Across New York, Vermont, Quebec, New Hampshire, and Maine, the 740-mile Northern Forest Canoe Trail (NFCT) draws 90,000 users annually. Although most users visit areas with other attractions and established tourist infrastructure like hotels and restaurants, the smaller number of visitors to remote parts of the trail bring valuable outside spending.


This study is relevant for researchers interested in strategies to measure the economic impact of dispersed recreation across a large landscape. The study also provides useful examples of how to use different sampling strategies depending on the type of recreation facilities, and how to combine those different data sources.


The NFCT crosses New York, Vermont, Quebec, New Hampshire, and Maine.

Trail Type

The NFCT is a 740-mile paddling route that includes rivers and lakes, flatwater and whitewater, and runs through remote, forested areas and small towns. Most users paddle segments of the trail, not the entire length.


The purpose of this study is to measure the use and economic impact of the NFCT, and to better understand why some communities are better able to capitalize on the trail’s economic potential. These results may help the NFCT member association obtain greater financial support from communities.

This study was conducted by the Vermont Tourism Data Center at the University of Vermont. No additional funding sources were identified.
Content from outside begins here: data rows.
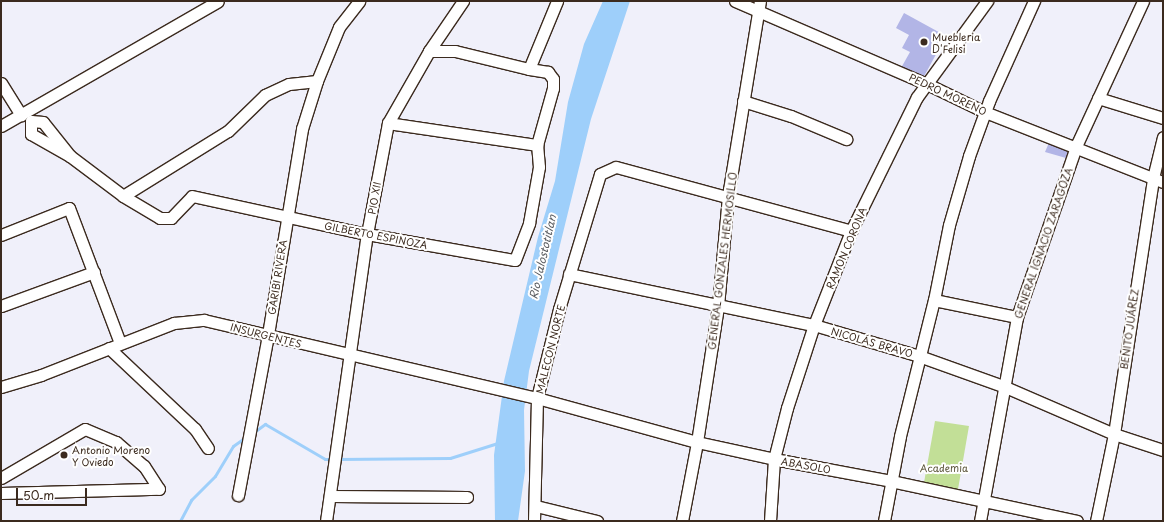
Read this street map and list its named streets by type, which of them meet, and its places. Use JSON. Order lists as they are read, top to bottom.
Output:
{
  "streets": {
    "street": [
      "PEDRO MORENO",
      "PIO XII",
      "GILBERTO ESPINOZA",
      "GENERAL IGNACIO ZARAGOZA",
      "RAMON CORONA",
      "GENERAL GONZALES HERMOSILLO",
      "GARIBI RIVERA",
      "BENITO JUÁREZ",
      "INSURGENTES",
      "NICOLÁS BRAVO",
      "MALECON NORTE",
      "ABASOLO"
    ]
  },
  "crossings": [
    ["PEDRO MORENO", "GENERAL IGNACIO ZARAGOZA"],
    ["PEDRO MORENO", "RAMON CORONA"],
    ["PEDRO MORENO", "GENERAL GONZALES HERMOSILLO"],
    ["PEDRO MORENO", "BENITO JUÁREZ"],
    ["PIO XII", "GILBERTO ESPINOZA"],
    ["PIO XII", "INSURGENTES"],
    ["GILBERTO ESPINOZA", "GARIBI RIVERA"],
    ["GENERAL IGNACIO ZARAGOZA", "NICOLÁS BRAVO"],
    ["GENERAL IGNACIO ZARAGOZA", "ABASOLO"],
    ["RAMON CORONA", "NICOLÁS BRAVO"],
    ["RAMON CORONA", "MALECON NORTE"],
    ["RAMON CORONA", "ABASOLO"],
    ["GENERAL GONZALES HERMOSILLO", "NICOLÁS BRAVO"],
    ["GENERAL GONZALES HERMOSILLO", "MALECON NORTE"],
    ["GENERAL GONZALES HERMOSILLO", "ABASOLO"],
    ["GARIBI RIVERA", "INSURGENTES"],
    ["BENITO JUÁREZ", "NICOLÁS BRAVO"],
    ["INSURGENTES", "MALECON NORTE"],
    ["INSURGENTES", "ABASOLO"],
    ["NICOLÁS BRAVO", "MALECON NORTE"],
    ["MALECON NORTE", "ABASOLO"]
  ],
  "water": ["Rio Jalostotitlan"],
  "parks": ["Academia"],
  "places": ["Muebleria D'Felisi", "Antonio Moreno Y Oviedo"],
  "scale_bar": "50 m"
}
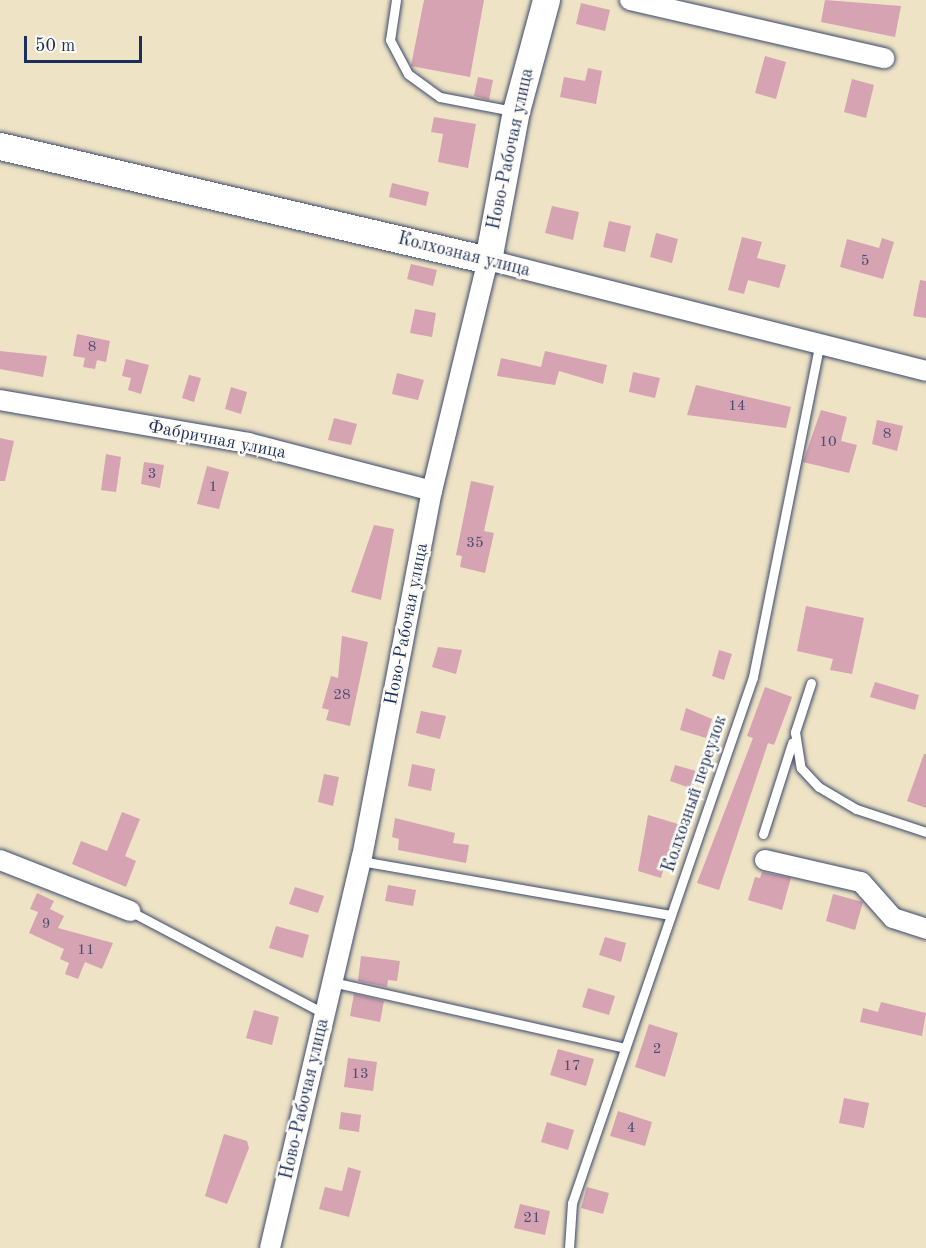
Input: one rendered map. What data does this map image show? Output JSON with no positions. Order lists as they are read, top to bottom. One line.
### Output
{"streets":{"street":["Ново-Рабочая улица","Колхозная улица","Фабричная улица"],"lane":["Колхозный переулок"]},"crossings":[["Ново-Рабочая улица","Колхозная улица"],["Ново-Рабочая улица","Фабричная улица"],["Колхозная улица","Колхозный переулок"]],"house_numbers":["5","8","14","8","10","3","1","35","28","9","11","2","17","13","4","21"],"scale_bar":"50 m"}
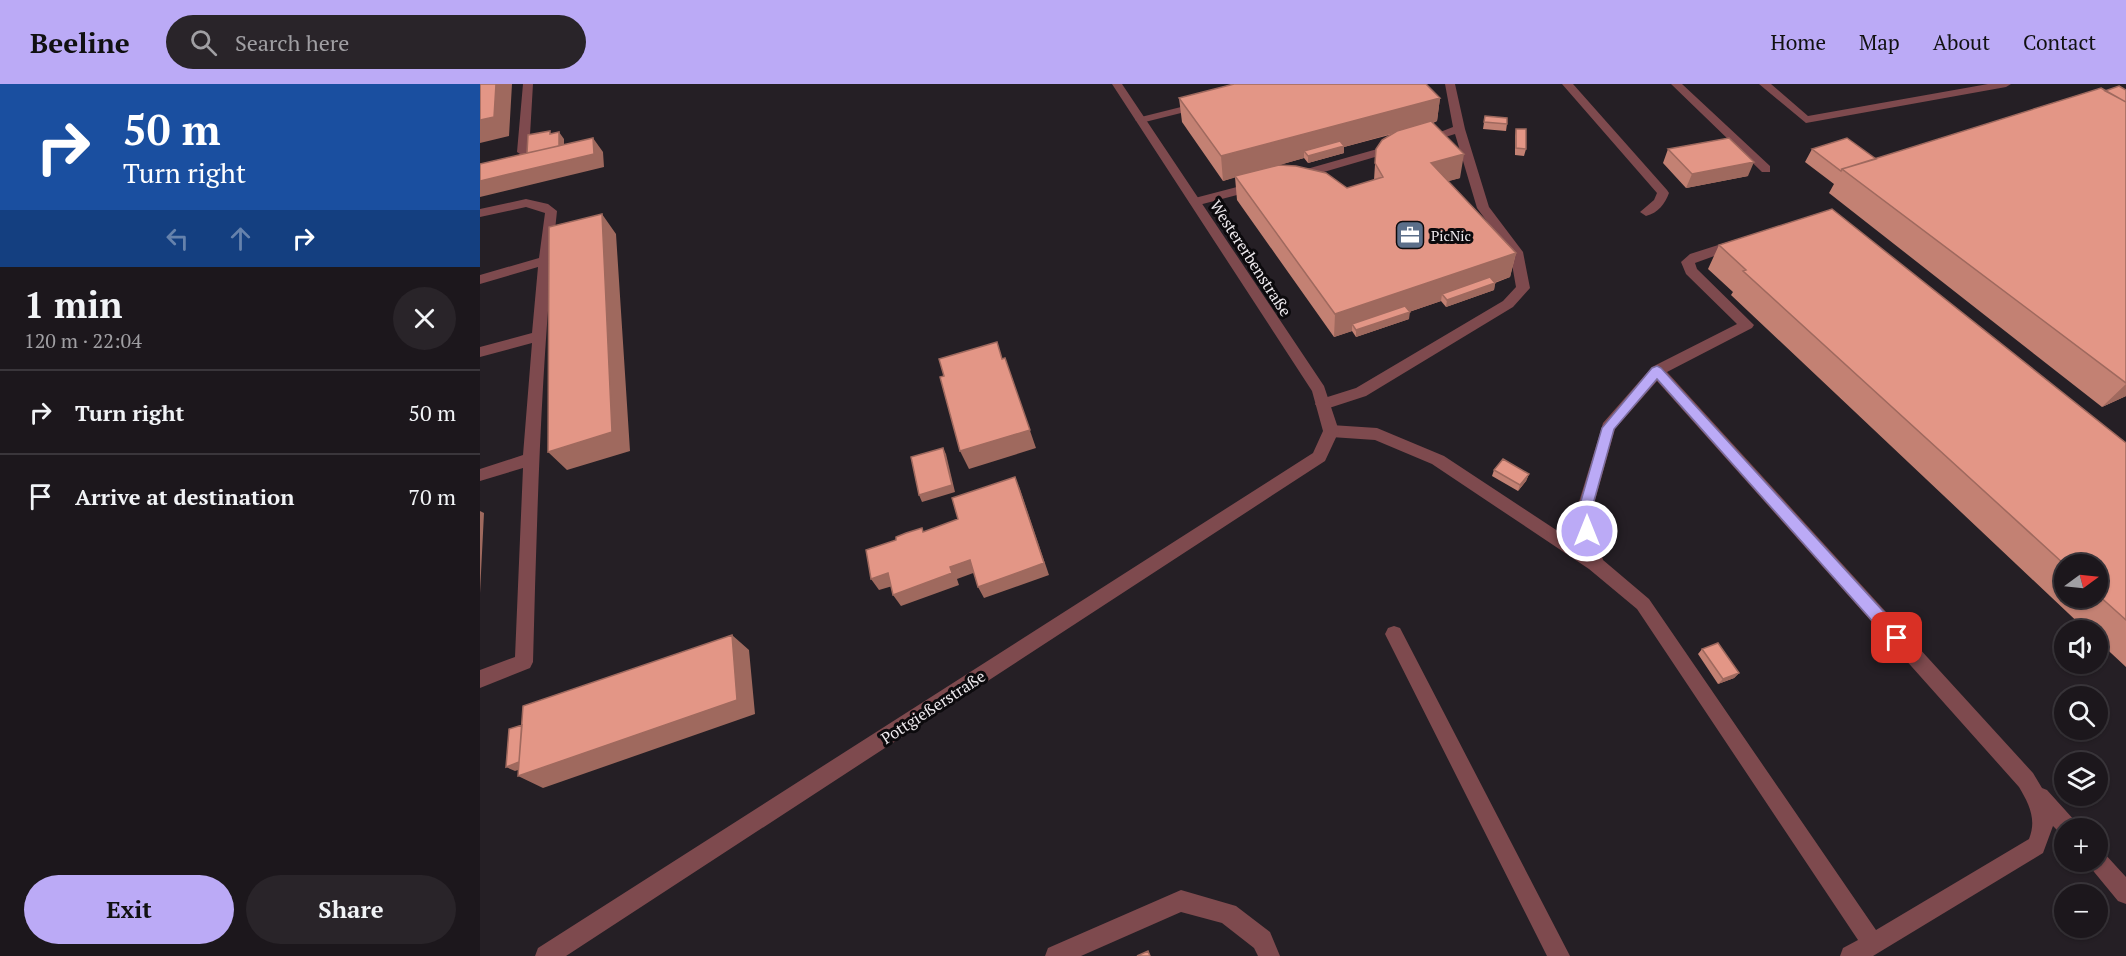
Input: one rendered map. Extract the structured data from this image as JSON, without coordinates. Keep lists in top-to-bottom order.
{
  "streets": {
    "street": ["Westererbenstraße", "Pottgießerstraße"]
  },
  "crossings": [
    ["Westererbenstraße", "Pottgießerstraße"]
  ],
  "places": {
    "office": ["PicNic"]
  },
  "north": "right",
  "page": {
    "header": "Beeline",
    "search": "Search here",
    "nav": [
      "Home",
      "Map",
      "About",
      "Contact"
    ],
    "turn": ["50 m", "Turn right"],
    "heading": ["1 min", "120 m · 22:04"],
    "list": [
      {
        "name": "Turn right",
        "value": "50 m"
      },
      {
        "name": "Arrive at destination",
        "value": "70 m"
      }
    ],
    "map_buttons": ["+", "−"],
    "buttons": ["Exit", "Share"]
  }
}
  • The trail draws approximately 90,000 paddlers annually, 44 percent of whom are non-local.
  • The average person spends $39 per day in the NFCT region.
  • Average groups spend $215 per trip, with non-locals spending an average of $456 per trip.
  • Total spending, trip length, and relative appeal to non-local users who generate new economic impact vary substantially across the trail’s length. Communities with well-established tourism infrastructure like lodging and restaurants close to the trail receive the largest share of economic impact. However, in small, remote communities the relatively few trail-related visitors bring valuable economic activity.


The authors gathered data using intercept surveys, a challenging prospect for a very long trail with innumerable access points and dispersed users. To tackle these challenges, the authors used several approaches:  convenience sampling via kiosks at boat launches, in-person surveys administered by campground staff and student researchers at boat launches, and mail-in surveys distributed at North Maine Woods checkpoints. The authors also collected visitation data from managers of hotels and campgrounds frequented by paddlers in areas without distinct boat launches.

Respondents were asked about total trip expenses within 25 miles of the trail, the size of their group, travel time to the trail, and whether the NFCT was the primary reason for their trip.

Total visitation was estimated using a systematic weighting of survey data based on the number of people in the group and their trip length.

The authors applied visitation and spending data in the Money Generation Model 2 (MGM2) to estimate economic impacts.


Pollock, N., L. Chase, C. Ginger, and J. Kolodinsky. 2007. The Northern Forest Canoe Trail: Economic Impacts and Implications for Sustainable Community Development. Burlington, VT: University of Vermont Tourism Data Center.